(Collected data)
==================================================

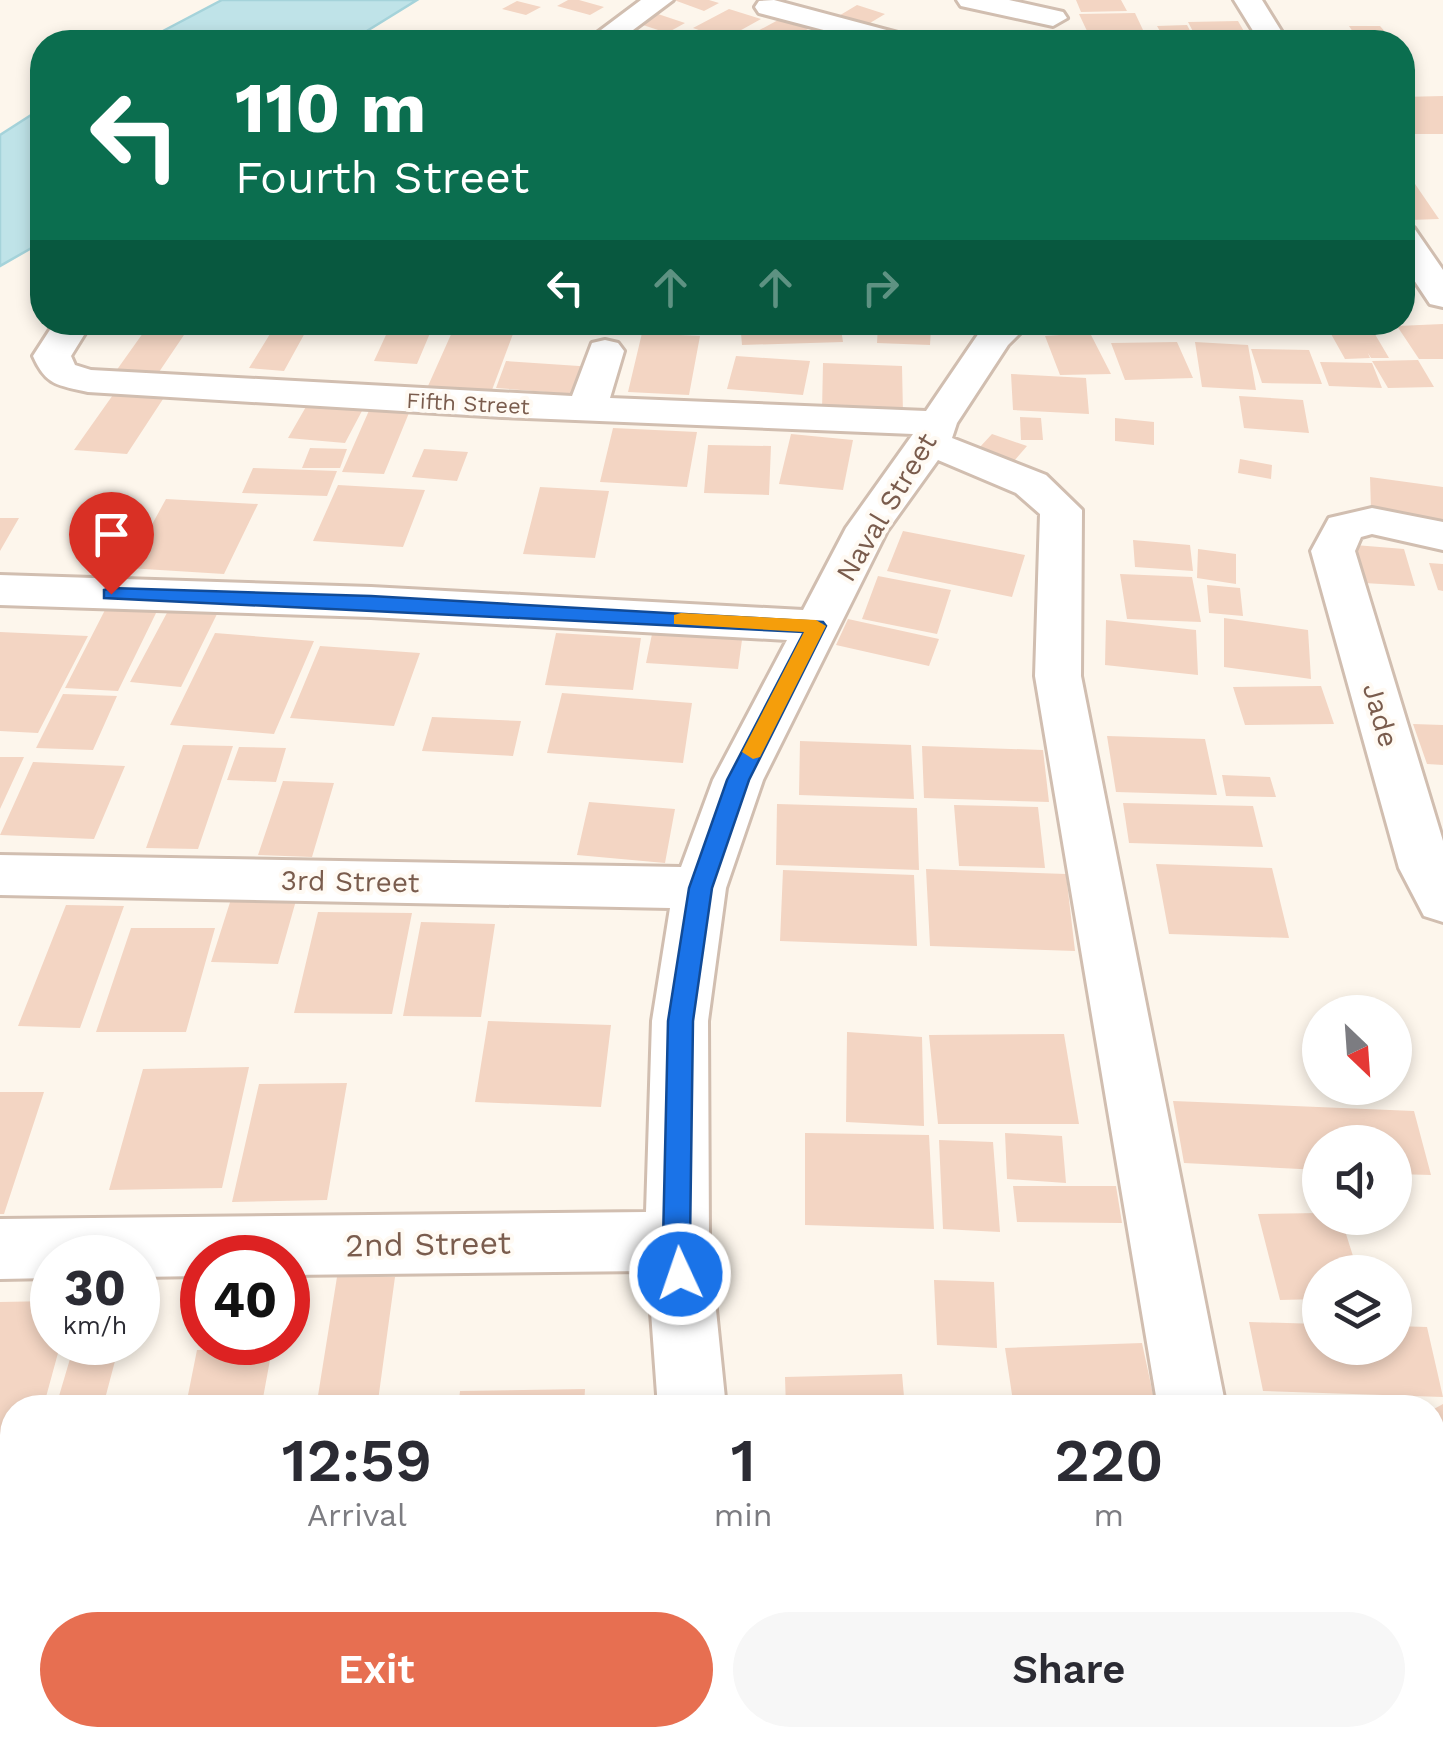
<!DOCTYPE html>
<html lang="en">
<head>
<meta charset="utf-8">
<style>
	body { margin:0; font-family:"Work Sans",sans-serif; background:#f7f7f7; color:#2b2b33; height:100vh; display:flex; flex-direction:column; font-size:38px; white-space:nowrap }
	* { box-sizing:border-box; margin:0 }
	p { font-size:32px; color:#7c7c81 }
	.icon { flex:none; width:55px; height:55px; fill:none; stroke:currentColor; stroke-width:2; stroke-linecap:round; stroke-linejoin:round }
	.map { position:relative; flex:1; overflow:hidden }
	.drawer { position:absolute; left:0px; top:1395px; width:1445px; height:352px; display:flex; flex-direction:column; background:#fff; border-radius:40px 40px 0 0; box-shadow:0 5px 15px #0003 }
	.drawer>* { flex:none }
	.guide { position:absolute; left:30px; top:30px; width:1385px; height:305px; border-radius:40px; box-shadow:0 5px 15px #0003; background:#0b6e4f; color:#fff; overflow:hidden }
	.needle { width:65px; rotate:155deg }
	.tools { position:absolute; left:1302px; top:995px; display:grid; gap:20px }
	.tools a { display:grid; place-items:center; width:110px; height:110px; border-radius:50%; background:#fff; box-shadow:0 5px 15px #0003; font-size:50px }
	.speed { position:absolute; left:30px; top:1235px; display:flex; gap:20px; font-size:50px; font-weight:700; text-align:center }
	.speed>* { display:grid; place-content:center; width:130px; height:130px; border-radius:50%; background:#fff; box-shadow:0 5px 15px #0003; line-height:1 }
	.speed small { font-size:25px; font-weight:400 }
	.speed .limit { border:15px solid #d22; background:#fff; color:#111 }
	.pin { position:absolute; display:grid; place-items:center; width:85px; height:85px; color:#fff; margin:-102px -42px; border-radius:50% 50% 50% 0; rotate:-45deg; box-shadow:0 0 10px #0007 }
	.pin .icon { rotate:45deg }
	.me { position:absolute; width:110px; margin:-55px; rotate:357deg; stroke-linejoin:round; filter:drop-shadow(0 0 8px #0008) }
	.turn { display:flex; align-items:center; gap:35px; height:210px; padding:0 40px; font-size:45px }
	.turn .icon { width:130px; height:130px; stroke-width:2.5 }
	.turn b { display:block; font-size:70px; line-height:85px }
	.lanes { display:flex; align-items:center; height:95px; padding:0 40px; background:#0003; justify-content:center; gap:50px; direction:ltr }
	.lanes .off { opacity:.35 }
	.eta { display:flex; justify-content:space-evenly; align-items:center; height:170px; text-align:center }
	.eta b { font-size:60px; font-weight:600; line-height:70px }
	.action { display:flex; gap:20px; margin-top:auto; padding:20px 40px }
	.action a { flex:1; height:115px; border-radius:60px; background:#e76f51; color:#fff; font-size:40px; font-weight:600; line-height:115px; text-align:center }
	.action a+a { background:#f7f7f7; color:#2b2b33 }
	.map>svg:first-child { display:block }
</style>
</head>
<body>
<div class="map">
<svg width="1443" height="1746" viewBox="0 0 1443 1746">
	<rect width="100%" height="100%" fill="#fdf6ec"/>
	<path fill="#bfe3e8" stroke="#a5d3da" stroke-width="2.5" d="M222,0H417L349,42H142Z
		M42,108V242L0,266V135Z"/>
	<path fill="#f3d5c3" d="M568,0H579L604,7L590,15L557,6Z
		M674,0H709L719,3L704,11Z
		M1076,0H1121L1127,11L1081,12Z
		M517,1L541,7L526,15L502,9Z
		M857,5L885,14L865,26L837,17Z
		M729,9L761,19L725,39L693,28Z
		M649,11L685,23L667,33L631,21Z
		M1135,13L1143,30L1087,31L1079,14Z
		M780,19L810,28L783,42L752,34Z
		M1238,21L1249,40L1198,41L1188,22Z
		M1187,25L1195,40H1165L1157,26Z
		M1349,26H1380L1387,34L1355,35Z
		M958,30L984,37L976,42H938Z
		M1443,96V134H1402V97Z
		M1413,181L1439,219L1410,220L1402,209V182Z
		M740,322H840L843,342L742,345Z
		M391,324L433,326L417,364L374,361Z
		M1369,324L1389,358H1371L1368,353L1370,358L1345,359L1326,325Z
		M1443,324V359H1419L1397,326Z
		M878,325L931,328L930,345L877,343Z
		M148,326L188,329L157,375L116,371Z
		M273,329L306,331L284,371L249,368Z
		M453,330L513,334L492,390L428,386Z
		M642,333L700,336L689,395L628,392Z
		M1090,333L1111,374L1060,375L1045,336Z
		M1177,342L1193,378L1125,380L1111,343Z
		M1195,342L1248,345L1256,390L1202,387Z
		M1251,349L1309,350L1322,384L1262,383Z
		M736,356L810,361L803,395L727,389Z
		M1418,360L1434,387L1388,388L1372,361Z
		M506,361L594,367L584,395L496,388Z
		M1320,362L1372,363L1382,388L1329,386Z
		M823,363L902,366L903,414L822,411Z
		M1011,374L1086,378L1089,414L1013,410Z
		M115,392L165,396L127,454L74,450Z
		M1239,396L1303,400L1309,433L1244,428Z
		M307,405L363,409L345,443L288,438Z
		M371,406L411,408L384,474L342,472Z
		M1020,417L1041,418L1043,440H1021Z
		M1115,418L1154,422V445L1115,441Z
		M613,428L697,432L687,487L600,482Z
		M791,434L853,440L843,490L779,484Z
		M992,434L1027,446L1014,461L979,448Z
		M708,445L771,446L769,495L704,493Z
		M310,448L347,449L340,468H302Z
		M424,449L468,452L457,481L412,477Z
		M1240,459L1272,465L1271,479L1238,473Z
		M253,468L337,471L327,496L242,493Z
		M1370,477L1443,487V520L1371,510Z
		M338,485L425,490L403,547L313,541Z
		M540,487L609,491L595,558L523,554Z
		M166,499L258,504L224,574L128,568Z
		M0,518H19L0,551Z
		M903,531L1025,555L1012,597L887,571Z
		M1133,540L1190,545L1193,571L1135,567Z
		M1355,545L1404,549L1415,586L1364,583Z
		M1198,549L1236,554V584L1197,578Z
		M1429,563L1443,564V591L1438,590Z
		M1120,574L1192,577L1201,622L1127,619Z
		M878,576L951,590L937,634L862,619Z
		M1207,585L1240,588L1243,616L1209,613Z
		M106,608L157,611L118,691L65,688Z
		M169,609L218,612L181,687L130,682Z
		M1224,618L1308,630L1311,679L1224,667Z
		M848,619L939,639L929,666L836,645Z
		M1106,620L1196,630L1198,675L1105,665Z
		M0,632L88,636L38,733L0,731Z
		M215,633L314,641L274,734L170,725Z
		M556,633L641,638L633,690L545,685Z
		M652,634L742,640L738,669L646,663Z
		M320,646L420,653L394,726L290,718Z
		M1321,686L1334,724L1245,725L1233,687Z
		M562,693L692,703L683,763L547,753Z
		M63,694L117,696L93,750L36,748Z
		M432,717L521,721L513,756L422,751Z
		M1413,724L1443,725V765L1427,764Z
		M1107,736L1205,739L1217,795L1116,792Z
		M800,741L911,745L914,799L799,795Z
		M183,745L233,746L198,849L146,848Z
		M922,746L1043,750L1049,802L924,798Z
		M239,747L286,748L276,782L227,780Z
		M0,757H24L0,809Z
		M33,762L125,766L94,839L0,835Z
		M1222,775L1270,777L1276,797L1226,796Z
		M283,781L334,783L312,857L258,855Z
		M589,802L675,809L665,863L577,855Z
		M1123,803L1253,806L1263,847L1129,843Z
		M777,804L917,808L919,870L776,865Z
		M954,805L1038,807L1045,868L959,866Z
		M1156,864L1272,868L1289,938L1169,934Z
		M926,869L1066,874L1075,951L930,946Z
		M783,870L914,875L917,946L780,941Z
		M232,896L297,897L278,964L211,962Z
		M66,905L124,906L80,1028L18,1026Z
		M318,912L412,913L392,1014L294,1013Z
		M421,922L495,924L481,1017L403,1016Z
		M131,928H215L186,1032H96Z
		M488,1021L611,1025L601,1107L475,1102Z
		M847,1032L922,1037L924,1126L846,1122Z
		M1064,1034L1079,1124H938L929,1035Z
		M249,1067L222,1188L109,1190L143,1069Z
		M347,1083L327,1200L232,1202L259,1084Z
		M0,1092H44L4,1214H0Z
		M1173,1101L1414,1111L1431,1175L1395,1174V1142H1320V1170L1184,1163Z
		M805,1133L929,1135L934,1229L805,1225Z
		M1005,1133L1062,1136L1066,1183L1007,1179Z
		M939,1140L993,1142L1000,1232L943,1229Z
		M1013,1186H1116L1122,1223L1017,1222Z
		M1320,1213V1218H1341L1358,1272H1320V1299L1280,1300L1258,1214Z
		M337,1277H395L377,1408H316Z
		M934,1280L994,1282L997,1348L937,1345Z
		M52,1301V1342H61L43,1408H12V1494H0V1302Z
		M1249,1322L1320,1324V1348H1395V1326L1427,1327L1443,1397L1263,1391Z
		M75,1342H120L106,1395L59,1396Z
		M1142,1343L1156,1408H1014L1005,1348Z
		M272,1349L263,1398L187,1400L197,1350Z
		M902,1374L905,1408H786L785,1377Z
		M585,1389L584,1408H458L460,1391Z
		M1443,1404V1469L1432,1455V1410Z
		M0,1561H12V1732H0Z
		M1443,1602V1689L1432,1691V1604Z
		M176,1735H252L251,1742H174Z
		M273,1735H425L424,1741L272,1743Z
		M834,1735H979L981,1746H835Z
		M988,1735H1124L1127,1746H990Z
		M1133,1735H1262L1266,1746H1136Z"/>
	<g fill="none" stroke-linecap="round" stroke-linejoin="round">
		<g stroke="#d1beb0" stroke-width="6">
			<path id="minor" d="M641,0H673L617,42H585Z
				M774,0L909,36L913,42H869L759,13L755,7L759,1Z
				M957,0H1009L1063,12L1067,18L1053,26L961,6Z
				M1234,0H1262L1288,42H1260Z
				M1402,225L1414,228L1443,270V307L1430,304L1402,262Z
				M55,322H92L71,356L75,365L91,370L572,396L592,343L605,340L618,343L624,351L610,398L926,411L981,330L990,322H1031L1008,345L957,423L952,438L1046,475L1082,510L1081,676L1226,1408H1158L1035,676L1040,514L1016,493L938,460L887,531L763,780L726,888L708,1021L709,1241L726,1408H658L648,1271L288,1275V1258H202V1276L138,1277V1258H52V1278L0,1279V1219L646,1212L652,1021L670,908L0,895V855L681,867L713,780L787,640L371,617L0,605V575L371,587L803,610L846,528L913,434L502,417L88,392C58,385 46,386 33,356Z
				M1372,508L1443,522V550L1372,534L1361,537L1355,551L1443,841V922L1424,916L1399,868L1311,551L1329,518Z
				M670,1735H748V1746H670Z
				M1240,1735H1318L1321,1746H1243Z"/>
		</g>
		<use href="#minor" fill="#fff" fill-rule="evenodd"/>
	</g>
	<path fill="#1a73e8" stroke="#114b97" stroke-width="2.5" d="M111,588L371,596L823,622L826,626L749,780L712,888L693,1021L690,1242L694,1274L690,1284L680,1288L670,1284L663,1242L668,1021L689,888L727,780L804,632L104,598V590Z"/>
	<path fill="#f59e0b" d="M681,613L816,620L826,626L760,757L753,759L742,752L804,632L674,624V615Z"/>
	<g text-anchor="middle" stroke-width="8" stroke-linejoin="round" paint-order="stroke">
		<g font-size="22" fill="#7a5c4d" stroke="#fffaf3">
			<text transform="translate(468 403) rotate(3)" y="8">Fifth Street</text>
		</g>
		<g font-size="28" fill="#7a5c4d" stroke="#fffaf3">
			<text transform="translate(886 507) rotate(-59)" y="10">Naval Street</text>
			<text transform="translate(1381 715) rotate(74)" y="10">Jade</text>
			<text transform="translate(350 881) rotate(1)" y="10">3rd Street</text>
		</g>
		<g font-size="32" fill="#7a5c4d" stroke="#fffaf3">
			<text transform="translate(428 1244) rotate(-1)" y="11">2nd Street</text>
		</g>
	</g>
</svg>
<div class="tools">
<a><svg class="needle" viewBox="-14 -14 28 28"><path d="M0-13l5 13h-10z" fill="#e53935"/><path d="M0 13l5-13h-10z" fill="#7c7c81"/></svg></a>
<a><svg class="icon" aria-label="sound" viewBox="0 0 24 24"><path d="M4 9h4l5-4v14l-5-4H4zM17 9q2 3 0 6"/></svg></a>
<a><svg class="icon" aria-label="layers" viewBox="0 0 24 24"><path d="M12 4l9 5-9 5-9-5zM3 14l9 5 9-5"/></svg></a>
</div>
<div class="speed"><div>30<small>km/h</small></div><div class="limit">40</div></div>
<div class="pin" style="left:111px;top:594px;background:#d93025"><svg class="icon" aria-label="arrive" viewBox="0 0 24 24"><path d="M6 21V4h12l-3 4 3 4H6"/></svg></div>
<svg class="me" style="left:680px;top:1274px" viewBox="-20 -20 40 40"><circle r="17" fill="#1a73e8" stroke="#fff" stroke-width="3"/><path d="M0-11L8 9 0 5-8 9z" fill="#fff"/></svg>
<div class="guide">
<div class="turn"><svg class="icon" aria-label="left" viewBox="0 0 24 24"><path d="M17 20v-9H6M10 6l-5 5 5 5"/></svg><div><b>110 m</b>Fourth Street</div></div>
<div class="lanes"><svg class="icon" aria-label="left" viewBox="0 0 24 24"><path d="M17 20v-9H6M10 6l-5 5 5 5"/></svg><svg class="icon off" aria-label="ahead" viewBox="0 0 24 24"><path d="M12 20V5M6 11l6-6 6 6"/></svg><svg class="icon off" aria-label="ahead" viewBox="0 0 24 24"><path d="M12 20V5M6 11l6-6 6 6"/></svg><svg class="icon off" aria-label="right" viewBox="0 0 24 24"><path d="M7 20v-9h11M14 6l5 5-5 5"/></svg></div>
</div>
<section class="drawer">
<div class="eta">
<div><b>12:59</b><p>Arrival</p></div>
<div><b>1</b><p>min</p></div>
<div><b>220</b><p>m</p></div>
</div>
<div class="action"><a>Exit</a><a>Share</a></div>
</section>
</div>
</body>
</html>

==================================================

## Your assignment
The lines in the entries above that carry the word "justify" must be copied.

## Answer space
	.lanes { display:flex; align-items:center; height:95px; padding:0 40px; background:#0003; justify-content:center; gap:50px; direction:ltr }
	.eta { display:flex; justify-content:space-evenly; align-items:center; height:170px; text-align:center }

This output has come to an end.